Barbara Finigan FitzgeraldBarbara Finigan is a corporate director, strategic advisor, and retired C-Suite executive, with extensive corporate governance, global business, and legal expertise.
Barbara’s collaborative leadership at Hasbro, Inc., a $5B publicly traded toy developer and manufacturer, supported the Company’s growth blueprint as Hasbro embraced digital innovation, intellectual property reimagination, geographic expansion, and content development. Barbara regularly advised colleagues on the Hasbro executive team and the Company’s Board of Directors on global strategies and risk across all business units.
Career History:
Hasbro operates all over the world, with major offices in the U.S., Latin America, Asia Pacific, and Europe. As the Company’s Chief Legal Officer, she managed a department of 130 professionals globally, assumed leadership of the Corporate Social Responsibility and Ethical Sourcing functions, and managed an annual budget of over $40 million.
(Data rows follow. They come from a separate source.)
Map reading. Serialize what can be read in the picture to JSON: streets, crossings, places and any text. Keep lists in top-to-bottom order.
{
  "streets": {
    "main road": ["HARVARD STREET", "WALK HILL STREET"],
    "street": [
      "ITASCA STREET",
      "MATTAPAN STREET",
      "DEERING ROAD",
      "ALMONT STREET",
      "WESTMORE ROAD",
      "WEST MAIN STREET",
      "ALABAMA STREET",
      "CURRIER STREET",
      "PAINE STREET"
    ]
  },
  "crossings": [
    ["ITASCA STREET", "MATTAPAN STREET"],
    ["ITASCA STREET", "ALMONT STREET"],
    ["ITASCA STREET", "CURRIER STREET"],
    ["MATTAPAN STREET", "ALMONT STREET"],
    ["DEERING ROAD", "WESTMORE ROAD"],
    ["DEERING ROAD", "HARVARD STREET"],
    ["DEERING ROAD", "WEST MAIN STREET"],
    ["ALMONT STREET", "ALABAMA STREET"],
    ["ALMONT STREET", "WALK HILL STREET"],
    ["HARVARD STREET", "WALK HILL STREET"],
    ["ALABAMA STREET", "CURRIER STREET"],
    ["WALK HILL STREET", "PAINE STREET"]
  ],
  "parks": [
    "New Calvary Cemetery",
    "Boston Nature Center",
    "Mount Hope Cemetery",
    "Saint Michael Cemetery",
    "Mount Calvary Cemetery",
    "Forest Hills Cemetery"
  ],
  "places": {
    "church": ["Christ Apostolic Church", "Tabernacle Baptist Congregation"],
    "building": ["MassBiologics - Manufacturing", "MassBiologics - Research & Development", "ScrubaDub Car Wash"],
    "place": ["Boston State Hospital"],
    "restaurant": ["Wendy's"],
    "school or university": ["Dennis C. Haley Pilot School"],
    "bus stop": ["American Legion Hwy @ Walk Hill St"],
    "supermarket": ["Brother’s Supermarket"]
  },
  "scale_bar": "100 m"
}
Barbara advised on Hasbro’s global merger and acquisition activities across multiple industries. In addition, she led Hasbro’s compliance team focused on growth while maintaining an ethical supply chain and working environment. Barbara also supported the opening of new business channels including e-commerce and direct-to-consumer and led the Company’s Diversity and Inclusion efforts.
Barbara currently serves as a strategic advisor to Lansdowne Labs LLC, a company commercializing health care innovation created at MIT’s Langer Lab, and is a director of Boston-based Norfolk & Dedham Group, a regional mutual insurance company. Barbara is a past director of the Toy Association of North America, the industry's 1000-member trade association.
Board Experience: Barbara worked closely with the Board of Directors and all committees of Hasbro on governance issues, including managing public board transformation and succession planning, an adverse compensation vote, shareholder activists, and merger and acquisition initiatives.
Audit Committee: Significant SEC regulatory experience including all public disclosure activity. Current member of Norfolk & Dedham Group Audit Committee. Past Chair of Toy Association Audit Committee.
Nominating, Governance, and Social Responsibility Committees: Current member Norfolk & Dedham Group Governance and Compensation Committee. Expertise in board transformation, shareholder engagement, and corporate ethics.
Cyber Security and Data Privacy Committee: Created Cyber Security and Data Privacy Committee at Hasbro. Expertise in current cyber security risk and director oversight.
Compensation Committee: Worked to successfully reverse adverse executive compensation vote by Hasbro’s shareholders. Expertise in current executive compensation approaches to attract and retain outstanding talent.
Non-Profits: Barbara Currently serves as Chair of the Board of Catholic Memorial High School and as a director of the Three Point Foundation, both in Boston, MA.